Jim's quick indrawn breath told Blair that he had correctly guessed the cause of Jim's silence. Simon's hospital visit had proven to be quite enlightening, on many fronts. While Simon had not told Blair everything, he had said enough for the younger man to draw a healthy conclusion. This was the open wound Jim had been carrying around for the past few days -- the reason for his distance and for the hurtful words he had thrown at his partner. Jim was very still in Blair's arms for a moment, so Blair began gently rubbing his back, willing him to speak, yet not wanting to push too hard. After a few minutes, Blair heard a soft sigh from the Sentinel, and felt some of the tension in the larger body ease.

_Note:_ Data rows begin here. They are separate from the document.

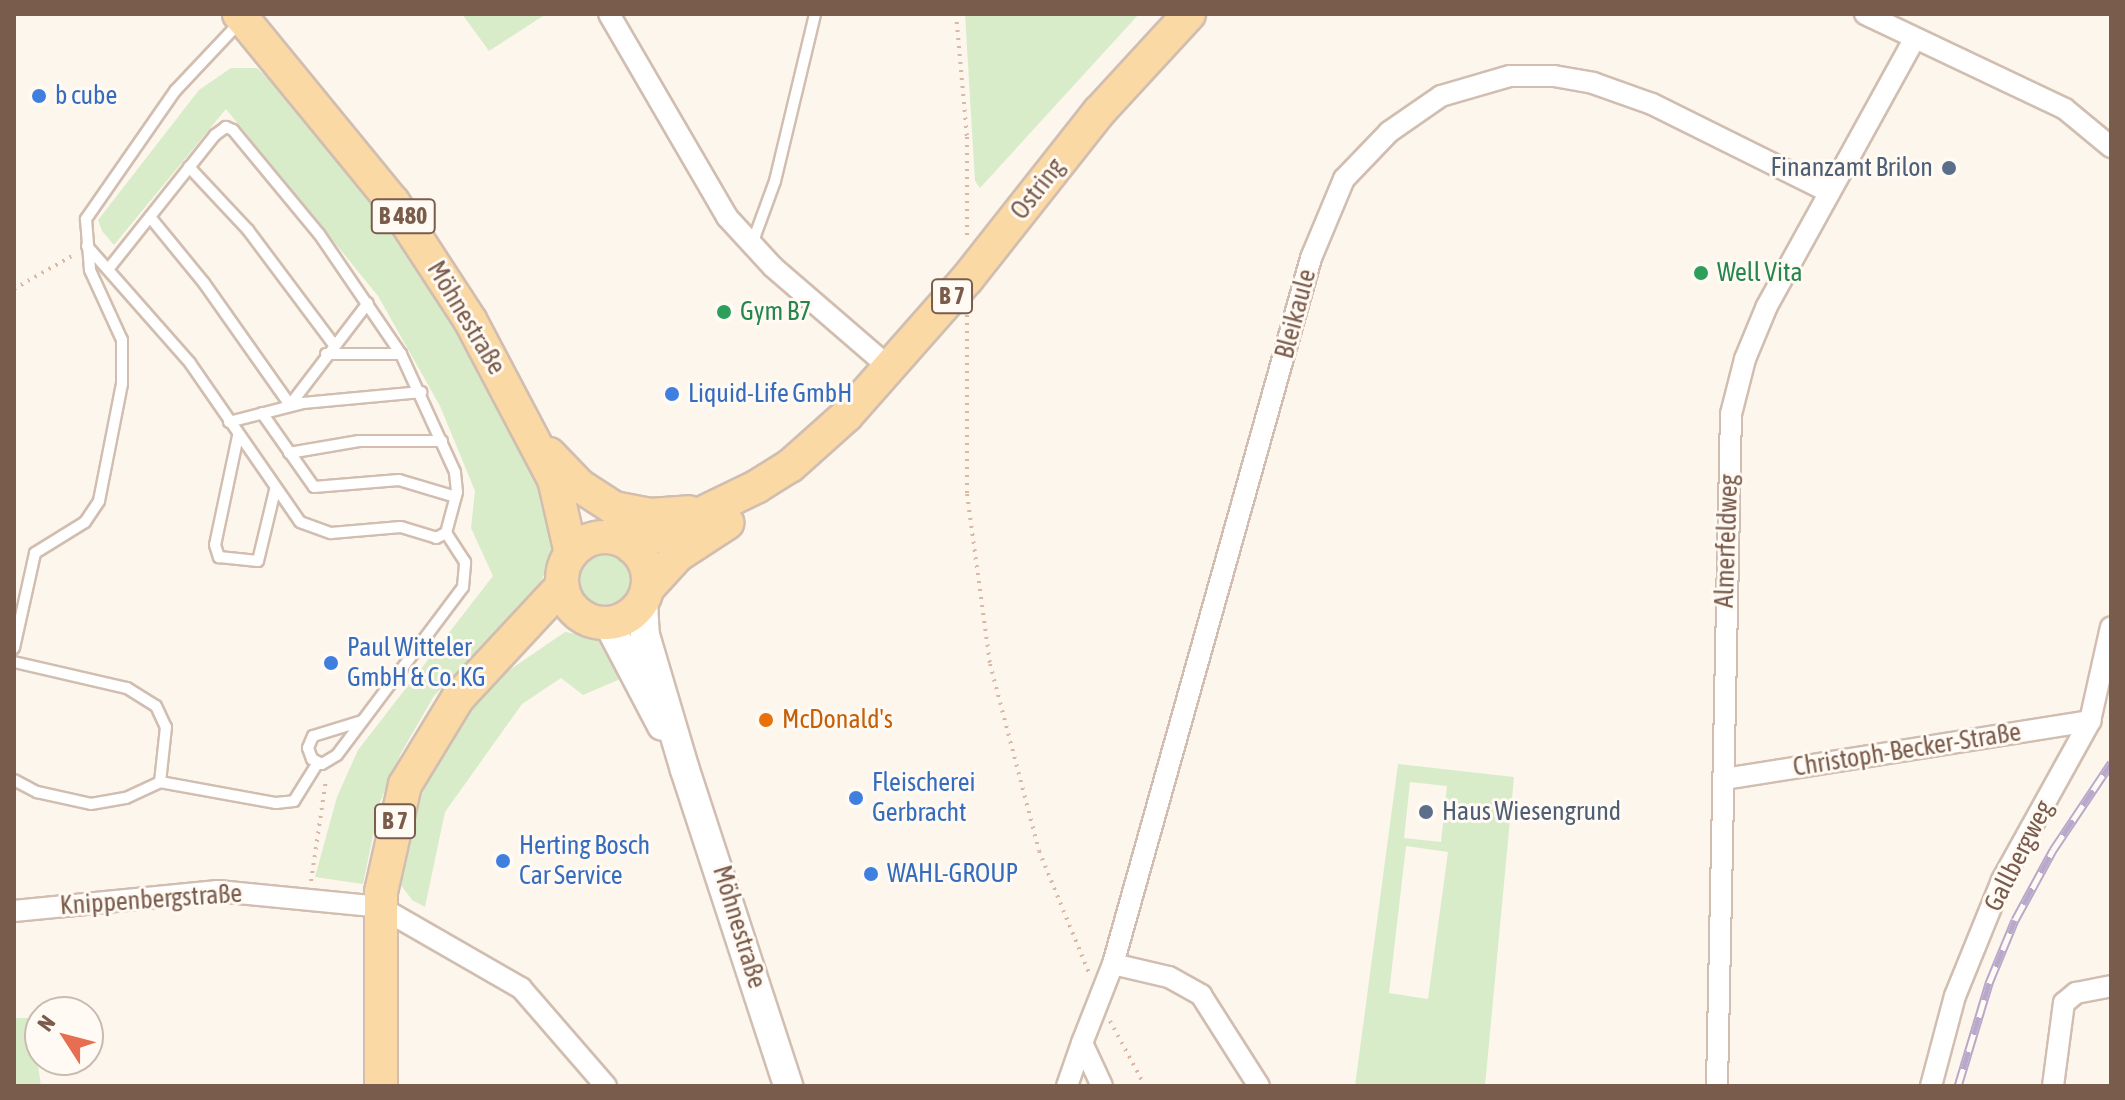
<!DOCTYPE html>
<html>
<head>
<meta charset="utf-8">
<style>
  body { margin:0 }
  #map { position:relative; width:2125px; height:1100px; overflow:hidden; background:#fdf6ec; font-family:"Asap Condensed",sans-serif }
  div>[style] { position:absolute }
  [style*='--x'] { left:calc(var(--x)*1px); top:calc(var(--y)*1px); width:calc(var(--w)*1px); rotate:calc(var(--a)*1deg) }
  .green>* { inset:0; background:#d8ecc9 }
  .round { border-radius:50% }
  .path>* { height:4px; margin-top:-2px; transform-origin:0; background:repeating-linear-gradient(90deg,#d9b8a5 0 2px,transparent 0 8px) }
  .roads { filter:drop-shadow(2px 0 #d1beb0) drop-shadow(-2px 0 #d1beb0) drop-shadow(0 2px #d1beb0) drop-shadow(0 -2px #d1beb0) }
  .lane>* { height:10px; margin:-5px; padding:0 5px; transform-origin:5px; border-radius:5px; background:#fff }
  .street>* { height:20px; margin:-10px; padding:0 10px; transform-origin:10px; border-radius:10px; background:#fff }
  .secondary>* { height:28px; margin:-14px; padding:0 14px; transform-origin:14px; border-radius:14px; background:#fff }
  .primary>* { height:32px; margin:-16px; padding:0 16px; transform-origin:16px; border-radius:16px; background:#fbd9a5 }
  .primary>.ring { margin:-16px; padding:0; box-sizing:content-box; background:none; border:32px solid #fbd9a5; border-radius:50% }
  .rail>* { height:9px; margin-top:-4.5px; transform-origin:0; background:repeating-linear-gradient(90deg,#fffaf3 0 18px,#b9a8c9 0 36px); box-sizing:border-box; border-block:2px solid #b9a8c9 }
  .dots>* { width:22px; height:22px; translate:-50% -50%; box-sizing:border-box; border:4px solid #fffaf3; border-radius:50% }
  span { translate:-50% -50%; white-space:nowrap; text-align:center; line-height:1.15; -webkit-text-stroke:6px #fffaf3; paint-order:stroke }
  .shield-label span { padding:2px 6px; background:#fffaf3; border:2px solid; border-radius:6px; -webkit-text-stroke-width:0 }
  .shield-label { font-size:24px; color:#7a5c4d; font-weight:700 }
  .shop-label { font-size:26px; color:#366cbe }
  .left { translate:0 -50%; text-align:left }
  .service-label { font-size:26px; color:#4e5e75 }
  .right { translate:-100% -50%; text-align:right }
  .street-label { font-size:26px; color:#7a5c4d }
  .leisure-label { font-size:26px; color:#27864d }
  .food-label { font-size:26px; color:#c56008 }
  .frame { position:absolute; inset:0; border:16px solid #7a5c4d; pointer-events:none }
  .north { position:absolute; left:24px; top:996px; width:80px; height:80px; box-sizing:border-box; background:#fffaf3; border:2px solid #cabbb1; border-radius:50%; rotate:306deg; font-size:22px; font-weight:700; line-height:32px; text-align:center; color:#7a5c4d }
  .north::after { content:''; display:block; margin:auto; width:28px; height:36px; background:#e76f51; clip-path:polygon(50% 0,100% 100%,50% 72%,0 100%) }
</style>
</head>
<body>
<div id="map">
  <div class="green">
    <div style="clip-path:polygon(462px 14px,546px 14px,489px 51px)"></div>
    <div style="clip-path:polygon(965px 14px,1139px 14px,980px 188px,975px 181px)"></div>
    <div style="clip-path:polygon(231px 68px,257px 68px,293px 102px,369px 194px,451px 313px,533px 463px,553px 516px,557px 552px,539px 584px,434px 696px,401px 753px,380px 802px,363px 884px,315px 877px,337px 797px,358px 750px,493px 576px,471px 528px,475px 491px,440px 406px,378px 296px,226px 109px,114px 245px,102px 231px,98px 220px,199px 90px)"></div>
    <div class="round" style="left:573px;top:547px;width:66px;height:66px"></div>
    <div style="clip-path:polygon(565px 632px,604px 639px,625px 677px,583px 695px,561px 678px,522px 704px,445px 812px,425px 907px,412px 900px,400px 884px,409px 829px,434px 762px,466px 710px,492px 682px)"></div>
    <div style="clip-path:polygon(evenodd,1398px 764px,1514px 777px,1485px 1086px,1355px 1086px,1398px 764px,1410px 782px,1447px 786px,1441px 842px,1404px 838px,1410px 782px,1398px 764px,1406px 846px,1448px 852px,1428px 999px,1389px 993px,1406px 846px)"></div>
    <div style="clip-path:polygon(14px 1018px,31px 1018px,41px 1086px,14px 1086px)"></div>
  </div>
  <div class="path">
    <div style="--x:956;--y:14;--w:123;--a:84.9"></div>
    <div style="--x:967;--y:137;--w:102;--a:90"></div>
    <div style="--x:14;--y:289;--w:70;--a:-29.8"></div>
    <div style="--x:967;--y:315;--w:179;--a:90"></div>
    <div style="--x:967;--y:494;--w:172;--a:82.3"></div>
    <div style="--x:990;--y:664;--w:193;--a:75.3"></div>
    <div style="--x:1039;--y:851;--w:132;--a:67.7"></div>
    <div style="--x:311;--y:881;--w:103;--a:-81.6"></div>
    <div style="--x:1110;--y:1021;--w:74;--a:61.7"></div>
  </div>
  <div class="roads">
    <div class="lane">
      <div style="--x:189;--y:167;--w:86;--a:46.9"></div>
      <div style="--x:248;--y:230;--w:144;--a:53.2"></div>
      <div style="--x:150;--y:217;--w:85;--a:50.7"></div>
      <div style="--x:204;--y:283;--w:149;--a:54.8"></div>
      <div style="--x:290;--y:405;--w:128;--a:-52.6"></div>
      <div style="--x:752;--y:244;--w:67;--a:-69.9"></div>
      <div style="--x:775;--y:181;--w:172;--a:-76.5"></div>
      <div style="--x:87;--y:246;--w:156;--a:48.6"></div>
      <div style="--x:190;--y:363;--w:193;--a:55.3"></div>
      <div style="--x:300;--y:522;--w:33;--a:20"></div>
      <div style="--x:331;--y:533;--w:70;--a:-4.9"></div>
      <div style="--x:401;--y:527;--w:37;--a:17"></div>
      <div style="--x:436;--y:538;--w:11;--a:-27"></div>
      <div style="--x:446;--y:533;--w:42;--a:-75"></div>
      <div style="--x:457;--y:492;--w:20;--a:-96"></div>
      <div style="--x:455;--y:472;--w:130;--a:-114.6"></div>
      <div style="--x:401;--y:354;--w:145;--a:-124.3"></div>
      <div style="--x:319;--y:234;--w:135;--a:-129.6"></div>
      <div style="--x:233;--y:130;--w:8;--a:-157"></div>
      <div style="--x:226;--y:127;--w:14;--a:144"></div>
      <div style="--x:215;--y:135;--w:169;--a:128.5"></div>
      <div style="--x:326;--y:354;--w:75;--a:0"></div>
      <div style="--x:262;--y:413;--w:90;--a:54.9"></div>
      <div style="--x:314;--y:487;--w:85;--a:-4.7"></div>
      <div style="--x:399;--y:480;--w:59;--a:16.6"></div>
      <div style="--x:229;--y:422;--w:76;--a:-14.4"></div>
      <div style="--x:303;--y:403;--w:119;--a:-5.3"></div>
      <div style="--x:238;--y:436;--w:111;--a:101.9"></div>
      <div style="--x:215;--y:545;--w:13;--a:72"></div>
      <div style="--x:219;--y:557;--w:39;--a:6"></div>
      <div style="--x:258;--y:561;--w:73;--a:-76.5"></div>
      <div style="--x:289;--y:453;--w:71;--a:-9.7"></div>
      <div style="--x:359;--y:441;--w:83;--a:0"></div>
      <div style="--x:14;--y:648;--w:97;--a:-77.5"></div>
      <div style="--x:35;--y:553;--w:59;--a:-31.8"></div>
      <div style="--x:85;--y:522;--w:25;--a:-56"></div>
      <div style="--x:99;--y:501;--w:119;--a:-78.9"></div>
      <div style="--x:122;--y:384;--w:44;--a:-90"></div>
      <div style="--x:122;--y:340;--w:77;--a:-114.6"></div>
      <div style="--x:90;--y:270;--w:51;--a:-94.5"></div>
      <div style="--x:86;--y:219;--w:156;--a:-55.2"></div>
      <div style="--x:175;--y:91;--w:95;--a:-46.7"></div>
      <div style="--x:14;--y:662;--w:116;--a:13"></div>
      <div style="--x:127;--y:688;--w:34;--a:32"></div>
      <div style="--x:156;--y:706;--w:23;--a:65"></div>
      <div style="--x:166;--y:727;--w:55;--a:96.2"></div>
      <div style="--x:160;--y:782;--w:118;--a:10.3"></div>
      <div style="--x:276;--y:803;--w:18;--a:-6"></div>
      <div style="--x:294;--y:801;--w:44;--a:-58.1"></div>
      <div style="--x:362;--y:721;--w:51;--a:163"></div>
      <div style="--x:313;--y:736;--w:13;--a:113"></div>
      <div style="--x:308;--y:748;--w:12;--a:70"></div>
      <div style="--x:312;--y:759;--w:11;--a:27"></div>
      <div style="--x:322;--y:764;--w:17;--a:-31"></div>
      <div style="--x:337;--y:755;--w:210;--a:-53.1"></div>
      <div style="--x:463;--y:587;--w:25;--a:-85"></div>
      <div style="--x:465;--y:562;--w:35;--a:-123"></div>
      <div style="--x:14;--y:780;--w:26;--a:28"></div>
      <div style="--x:37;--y:792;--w:55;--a:12.5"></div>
      <div style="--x:91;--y:804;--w:36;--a:-10"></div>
      <div style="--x:126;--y:798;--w:38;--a:-25"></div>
    </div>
    <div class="street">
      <div style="--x:609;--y:14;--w:235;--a:59.8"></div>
      <div style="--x:727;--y:217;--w:68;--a:47.4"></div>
      <div style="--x:773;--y:267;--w:155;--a:40.8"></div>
      <div style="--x:1865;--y:14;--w:221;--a:25.4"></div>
      <div style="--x:2065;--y:109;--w:60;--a:39.6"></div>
      <div style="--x:1724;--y:779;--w:371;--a:-9"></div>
      <div style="--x:14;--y:911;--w:205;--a:-5.6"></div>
      <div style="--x:218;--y:891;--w:163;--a:5.6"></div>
      <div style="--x:380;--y:907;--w:163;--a:29.9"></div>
      <div style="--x:521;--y:988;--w:130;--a:49.1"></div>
      <div style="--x:1113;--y:964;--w:57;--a:13.1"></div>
      <div style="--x:1169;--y:977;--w:37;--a:29"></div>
      <div style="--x:1201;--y:995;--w:108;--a:57.5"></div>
      <div style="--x:1067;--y:1086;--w:46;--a:-70.8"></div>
      <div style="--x:1102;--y:1086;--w:47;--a:-114.9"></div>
      <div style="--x:1082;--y:1043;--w:85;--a:-68.6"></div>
      <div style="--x:1113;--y:964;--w:733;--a:-74.33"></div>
      <div style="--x:1311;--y:258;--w:86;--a:-67.3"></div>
      <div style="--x:1344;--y:179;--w:65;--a:-46.2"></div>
      <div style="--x:1389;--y:132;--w:63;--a:-34.7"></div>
      <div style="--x:1441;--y:96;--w:72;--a:-16.2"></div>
      <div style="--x:1510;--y:76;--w:44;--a:0"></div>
      <div style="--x:1554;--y:76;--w:40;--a:10"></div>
      <div style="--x:1593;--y:83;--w:63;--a:19.6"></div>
      <div style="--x:1652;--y:104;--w:198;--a:26.4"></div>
      <div style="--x:1717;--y:1086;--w:672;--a:-88.81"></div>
      <div style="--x:1731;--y:414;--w:57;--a:-75.7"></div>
      <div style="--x:1745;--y:359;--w:57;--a:-67.5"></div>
      <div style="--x:1767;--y:306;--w:304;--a:-61.1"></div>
      <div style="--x:1931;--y:1086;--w:93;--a:-75.1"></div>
      <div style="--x:1955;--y:996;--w:125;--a:-67.9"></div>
      <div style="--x:2002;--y:880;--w:182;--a:-61"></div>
      <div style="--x:2090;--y:721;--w:96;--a:-77.4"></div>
      <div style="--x:2053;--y:1086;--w:84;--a:-82.5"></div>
      <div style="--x:2064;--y:1003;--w:16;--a:-40"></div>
      <div style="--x:2076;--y:993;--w:36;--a:-11"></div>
    </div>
    <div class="secondary">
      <div style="--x:643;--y:601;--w:34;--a:87"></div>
      <div style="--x:645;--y:635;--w:141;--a:73.5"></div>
      <div style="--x:685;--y:770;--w:332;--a:71.9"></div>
      <div style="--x:608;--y:623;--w:116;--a:62.3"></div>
    </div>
    <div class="primary">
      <div style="--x:239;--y:14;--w:243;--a:50.7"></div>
      <div style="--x:393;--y:202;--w:141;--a:56.9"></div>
      <div style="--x:470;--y:320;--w:180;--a:62.2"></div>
      <div style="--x:554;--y:479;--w:76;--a:77.1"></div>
      <div style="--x:549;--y:454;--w:45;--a:45.9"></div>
      <div style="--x:580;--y:486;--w:40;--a:32.9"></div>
      <div style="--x:614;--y:508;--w:37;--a:11"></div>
      <div style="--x:650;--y:515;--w:39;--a:-4"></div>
      <div class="ring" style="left:562px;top:537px;width:54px;height:54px"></div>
      <div style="--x:632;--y:547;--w:138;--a:-25.8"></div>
      <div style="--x:756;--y:487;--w:40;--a:-32"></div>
      <div style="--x:790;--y:466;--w:76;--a:-41.8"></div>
      <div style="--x:847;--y:415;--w:181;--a:-48.6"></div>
      <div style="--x:967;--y:279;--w:213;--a:-51.7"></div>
      <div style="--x:1099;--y:112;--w:133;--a:-47.4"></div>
      <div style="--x:647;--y:589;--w:46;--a:-47.6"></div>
      <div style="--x:678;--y:555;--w:59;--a:-33.1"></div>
      <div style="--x:381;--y:1086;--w:194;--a:-90"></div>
      <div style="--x:381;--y:892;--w:110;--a:-77.4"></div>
      <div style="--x:405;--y:785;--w:102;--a:-58.7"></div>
      <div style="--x:458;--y:698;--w:153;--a:-47.1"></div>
    </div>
  </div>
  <div class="rail">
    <div style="--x:1958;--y:1086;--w:108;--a:-73.2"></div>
    <div style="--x:1989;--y:983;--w:68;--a:-67.6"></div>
    <div style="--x:2015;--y:920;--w:80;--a:-61.5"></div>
    <div style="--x:2053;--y:850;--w:105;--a:-56.3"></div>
  </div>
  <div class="dots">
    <div style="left:39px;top:96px;background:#3f7fe0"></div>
    <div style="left:1949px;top:168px;background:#5c6f8a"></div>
    <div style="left:1701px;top:273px;background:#2e9e5b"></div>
    <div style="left:724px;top:312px;background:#2e9e5b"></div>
    <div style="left:672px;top:394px;background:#3f7fe0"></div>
    <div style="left:331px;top:663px;background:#3f7fe0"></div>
    <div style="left:766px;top:720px;background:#e8710a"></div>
    <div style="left:856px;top:798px;background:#3f7fe0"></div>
    <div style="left:1426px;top:812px;background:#5c6f8a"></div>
    <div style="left:503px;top:861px;background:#3f7fe0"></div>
    <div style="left:871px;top:874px;background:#3f7fe0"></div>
  </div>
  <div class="shield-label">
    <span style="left:403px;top:216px">B 480</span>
    <span style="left:952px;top:296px">B 7</span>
    <span style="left:395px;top:821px">B 7</span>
  </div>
  <div class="shop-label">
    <span class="left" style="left:55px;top:96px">b cube</span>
    <span class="left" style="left:688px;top:394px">Liquid-Life GmbH</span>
    <span class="left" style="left:347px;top:663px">Paul Witteler<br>GmbH &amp; Co. KG</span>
    <span class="left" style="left:872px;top:798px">Fleischerei<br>Gerbracht</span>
    <span class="left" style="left:519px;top:861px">Herting Bosch<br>Car Service</span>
    <span class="left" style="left:887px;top:874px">WAHL-GROUP</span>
  </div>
  <div class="service-label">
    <span class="right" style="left:1933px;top:168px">Finanzamt Brilon</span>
    <span class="left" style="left:1442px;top:812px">Haus Wiesengrund</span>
  </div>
  <div class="street-label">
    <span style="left:1038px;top:189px;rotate:-52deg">Ostring</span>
    <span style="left:1296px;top:314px;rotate:-75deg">Bleikaule</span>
    <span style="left:466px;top:318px;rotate:59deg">Möhnestraße</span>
    <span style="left:1727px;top:541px;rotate:-88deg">Almerfeldweg</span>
    <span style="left:1907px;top:750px;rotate:-9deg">Christoph-Becker-Straße</span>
    <span style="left:2019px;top:856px;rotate:-63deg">Gallbergweg</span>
    <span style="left:151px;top:900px;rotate:-4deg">Knippenbergstraße</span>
    <span style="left:739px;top:927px;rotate:73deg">Möhnestraße</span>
  </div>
  <div class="leisure-label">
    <span class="left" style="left:1717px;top:273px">Well Vita</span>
    <span class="left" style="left:740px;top:312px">Gym B7</span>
  </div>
  <div class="food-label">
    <span class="left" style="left:782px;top:720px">McDonald's</span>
  </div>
  <div class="frame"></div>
  <div class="north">N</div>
</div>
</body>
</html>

"I wish you could have met her, Blair."
"Me, too, Jim. Me too." After those quiet words, Blair held his silence, waiting for Jim to speak. It took several long minutes, but when he did, his voice was soft, reverent.
"She had the most beautiful blue eyes, Chief. Whenever I'd come home from school, or from practice, her eyes would light up the whole room when she saw me. God, I loved that look in her eyes, like I was the most important thing in the world at that moment. Even if she was busy, she would always smile and look at me like that. I think I miss that the most." The detective was silent for a few minutes, but when he realized that Blair was content to simply listen, he continued.
"She used to make me sugar cookies with cinnamon sprinkled on them, and somehow they would always be coming out of the oven when I got home. She had this flowered apron that she wore when she was cooking, and I remember my face being pressed against it when she gave me a hug. It always smelled so good. She always smelled good, like you, Chief, like home. And she was really good at sewing. She made all the pillows for the sofa downstairs, and embroidered the bedspread in her room by hand. I think my Dad still keeps that on his bed, even today..."
Blair felt his heart skip and then expand, overflowing with the strongest of emotions. Jim's memories continued to pour from his mouth, but one phrase had given Blair a jolt. '...like you, Chief, like home.' The words echoed over and over in his brain. His hand, which had paused momentarily at the shock of hearing such a naked confession from his roommate continued its slow, soothing strokes across Jim's back. Blair was glad he was comfortably propped up on the couch. This was old, deep pain that Jim was working through, and Blair did not intend to move a muscle until he felt the healing begin.
Smiling over the top of the head which was still pressed against his heart, Blair held on just a little bit tighter to the brother of his soul, his partner, his Sentinel, his friend.